He ordered his staff to design a fuel container that would minimize gasoline losses
under combat conditions. As a result the German army had thousands of jerrycans, as
they came to be called, stored and ready when hostilities began in 1939.
The jerrycan had been developed under the strictest secrecy, and its unique features were many. It was flat-
sided and rectangular in shape, consisting of two halves welded together as in a typical automobile gasoline
tank. It had three handles, enabling one man to carry two cans and pass one to another man in bucket-brigade
fashion. Its capacity was approximately five U.S. gallons; its weight filled, forty-five pounds. Thanks to an
air chamber at the top, it would float on water if dropped overboard or from a plane. Its short spout was
secured with a snap closure that could be propped open for pouring, making unnecessary any funnel or
opener. A gasket made the mouth leak proof. An air-breathing tube from the spout to the air space kept the
pouring smooth. And most important, the can’s inside was lined with an impervious plastic material
developed for the insides of steel beer barrels. This enabled the jerrycan to be used alternately for gasoline
and water.
Early in the summer of 1939, this secret weapon began a roundabout odyssey into American hands. An
American engineer named Paul Pleiss, finishing up a manufacturing job in Berlin, persuaded a German
colleague to join him on a vacation trip overland to India. The two bought an automobile chassis and built a
body for it. As they prepared to leave on their journey, they realized that they had no provision for
emergency water. The German engineer knew of and had access to thousands of jerrycans stored at
Tempelhof Airport. He simply took three and mounted them on the underside of the car.

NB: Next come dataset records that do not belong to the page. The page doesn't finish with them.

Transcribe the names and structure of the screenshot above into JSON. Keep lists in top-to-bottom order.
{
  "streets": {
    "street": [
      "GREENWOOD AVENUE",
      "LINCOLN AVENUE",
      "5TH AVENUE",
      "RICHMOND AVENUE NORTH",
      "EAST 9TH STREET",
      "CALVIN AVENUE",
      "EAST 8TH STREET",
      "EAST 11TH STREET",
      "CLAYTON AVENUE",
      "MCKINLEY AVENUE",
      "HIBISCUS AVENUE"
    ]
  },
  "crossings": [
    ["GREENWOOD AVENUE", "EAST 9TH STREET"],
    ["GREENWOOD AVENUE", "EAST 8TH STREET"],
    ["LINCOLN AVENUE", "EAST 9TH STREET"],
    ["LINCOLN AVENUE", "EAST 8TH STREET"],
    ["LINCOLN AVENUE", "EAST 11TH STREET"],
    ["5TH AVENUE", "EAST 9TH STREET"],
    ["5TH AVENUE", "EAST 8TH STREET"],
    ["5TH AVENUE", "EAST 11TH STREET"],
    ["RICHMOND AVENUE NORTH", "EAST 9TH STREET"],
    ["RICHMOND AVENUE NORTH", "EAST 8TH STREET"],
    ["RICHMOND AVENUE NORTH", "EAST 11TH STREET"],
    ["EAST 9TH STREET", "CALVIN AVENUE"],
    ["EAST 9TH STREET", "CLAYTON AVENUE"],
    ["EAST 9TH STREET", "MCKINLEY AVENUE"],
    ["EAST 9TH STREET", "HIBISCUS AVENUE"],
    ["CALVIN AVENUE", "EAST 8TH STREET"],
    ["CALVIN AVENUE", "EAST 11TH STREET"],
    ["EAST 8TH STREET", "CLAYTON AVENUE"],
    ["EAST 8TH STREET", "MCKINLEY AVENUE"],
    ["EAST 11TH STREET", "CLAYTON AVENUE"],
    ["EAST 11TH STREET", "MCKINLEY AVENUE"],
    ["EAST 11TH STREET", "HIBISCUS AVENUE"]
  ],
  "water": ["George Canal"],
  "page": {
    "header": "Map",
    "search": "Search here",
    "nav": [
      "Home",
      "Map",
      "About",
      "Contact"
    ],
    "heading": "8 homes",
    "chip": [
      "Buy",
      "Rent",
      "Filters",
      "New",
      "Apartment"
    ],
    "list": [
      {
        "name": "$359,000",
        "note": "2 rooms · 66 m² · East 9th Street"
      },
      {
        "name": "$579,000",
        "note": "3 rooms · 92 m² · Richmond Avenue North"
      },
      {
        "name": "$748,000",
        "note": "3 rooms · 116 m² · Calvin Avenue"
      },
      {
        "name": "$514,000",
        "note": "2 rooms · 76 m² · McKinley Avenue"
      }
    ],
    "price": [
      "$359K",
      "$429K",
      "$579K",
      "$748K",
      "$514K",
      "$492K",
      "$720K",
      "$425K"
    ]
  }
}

The two drove across eleven national borders without incident and were halfway across India when Field
Marshal Goering sent a plane to take the German engineer back home. Before departing, the engineer
compounded his treason by giving Pleiss complete specifications for the jerrycan’s manufacture. Pleiss
continued on alone to Calcutta. Then he put the car in storage and returned to Philadelphia.
Back in the United States, Pleiss told military officials about the container, but without a sample can he
could stir no interest, even though the war was now well under way. The risk involved in having the cans
removed from the car and shipped from Calcutta seemed too great, so he eventually had the complete vehicle
sent to him, via Turkey and the Cape of Good Hope. It arrived in New York in the summer of 1940 with the
three jerrycans intact. Pleiss immediately sent one of the cans to Washington. The War Department looked at
it but unwisely decided that an updated version of their World War I container would be good enough. That
was a cylindrical ten-gallon can with two screw closures. It required a wrench and a funnel for pouring.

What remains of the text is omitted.